Pour une petite application comme la nôtre, c'est largement suffisant. Nous n'allons donc rien faire de plus. Mais, imaginez que nous souhaitions répliquer notre donnée sur un cluster de stockage ou, plus simple, que nous souhaitions partager des données entre nos conteneurs.

Pour cela, il aurait fallu créer un nœud pour un Shared Storage. Ensuite dans la configuration de tous les conteneurs ayant besoin de partager des informations, en cliquant sur le bouton "Volumes", nous aurions dû modifier le volume pour le faire pointer vers le nouveau nœud.

D'autres méthodes existent pour faire communiquer les conteneurs entre eux. Nous n'allons pas les lister ici, car ce n'est pas l'objet de cet article. Je voulais juste vous montrer une méthode simple pour que vous sachiez que c'est possible.

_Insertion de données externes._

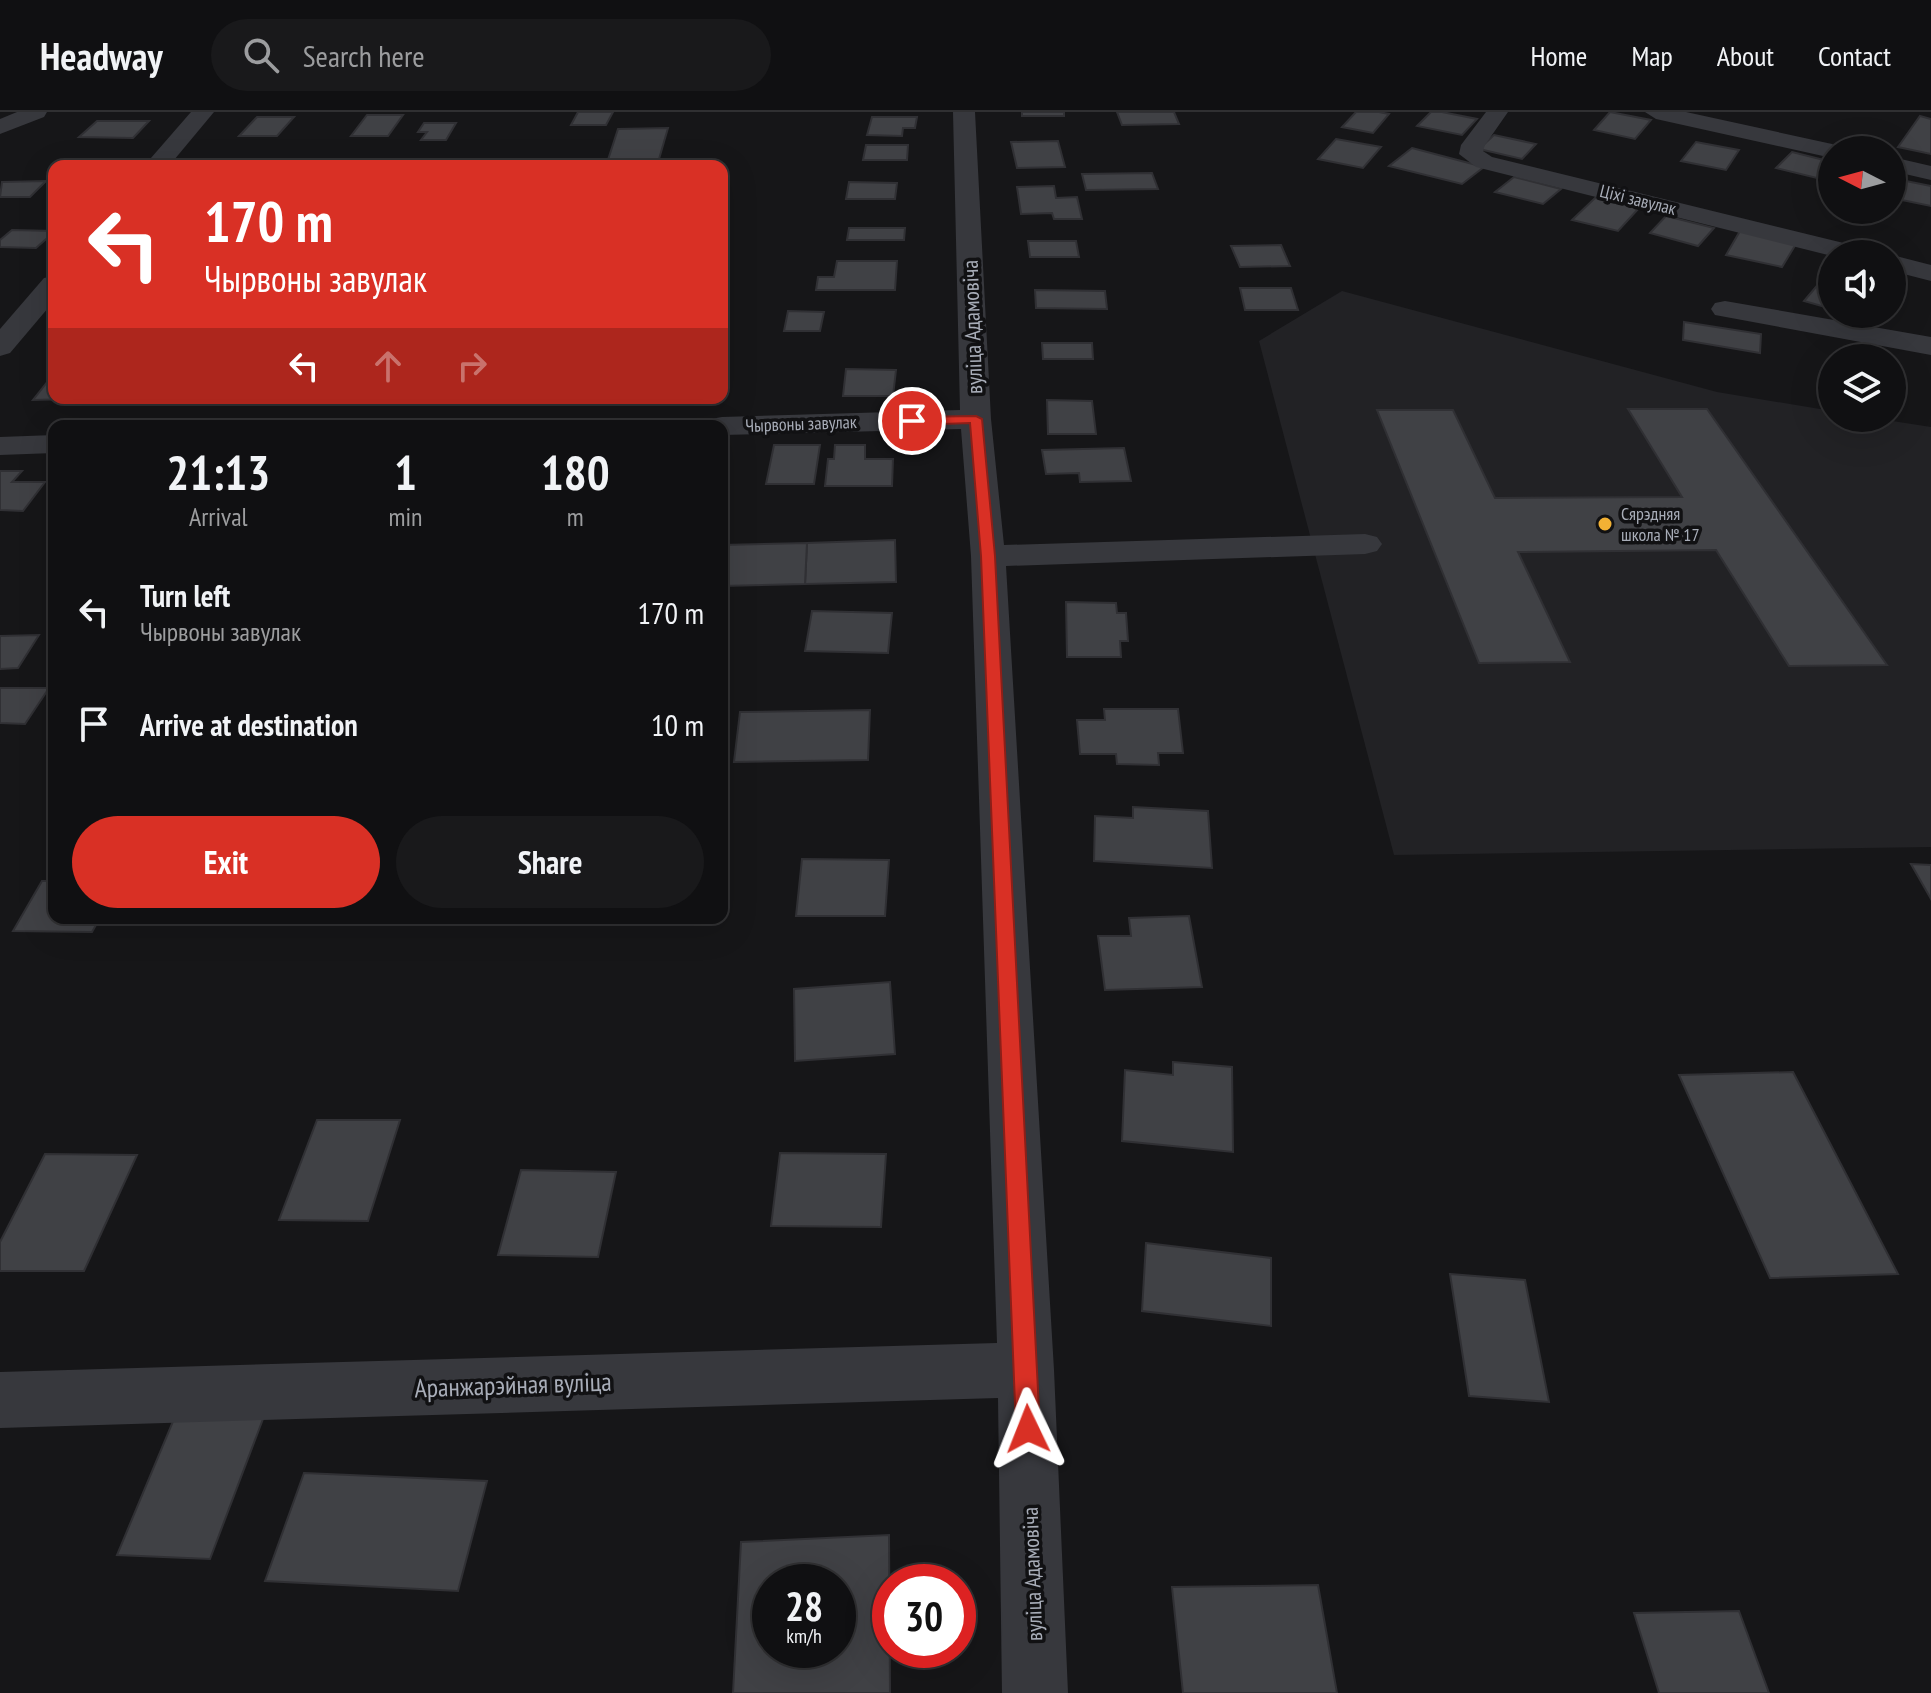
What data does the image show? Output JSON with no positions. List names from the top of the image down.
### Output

De même pour la base de données, sachez qu'il est possible de paramétrer Ghost pour qu'il en utilise une à l'extérieur de son conteneur. Vous devrez créer un nouveau nœud pour celle-ci.

C'est tout pour moi, je ne vous dis pas tout mais il y a encore beaucoup de choses que vous pourrez découvrir par vous-même.

Qui est Hidora ?

Quelques mots sur Hidora avant de vous laisser. J'ai découvert cette entreprise suisse lors de mon travail sur les provider cloud et leurs solutions.

Il s'agit déjà d'un point intéressant : Hidora est suisse et n'héberge ses données que sur le territoire suisse. Ce qui veut dire que vos données seront hébergées sur le sol européen. Loin du Patriote Act et de ce qu'il implique. Comme toutes les entreprises suisses qui travaillent avec des clients européens, Hidora est GDPR compliant.

Avant d'écrire cet article, j'ai testé la plateforme pendant un peu plus d'un mois avec mes propres projets. L'interface est familière, beaucoup de cloud provider utilisent Jelastic comme solution de cloud en PaaS. Et, je dois dire que la structure mise en place par Hidora semble très stable.

Enfin, Hidora a été fondé par Mathieu ROBIN avec qui j'ai pu personnellement discuter et deux autres co-founder. Des techos passionnés qui essaient d'apporter des solutions simples aux développeurs tout en pensant aux problématiques de nos métiers (omniprésence des GAFA dans le paysage cloud, etc). Il s'agit d'une alternative appréciable aux GCP, AWS et companies.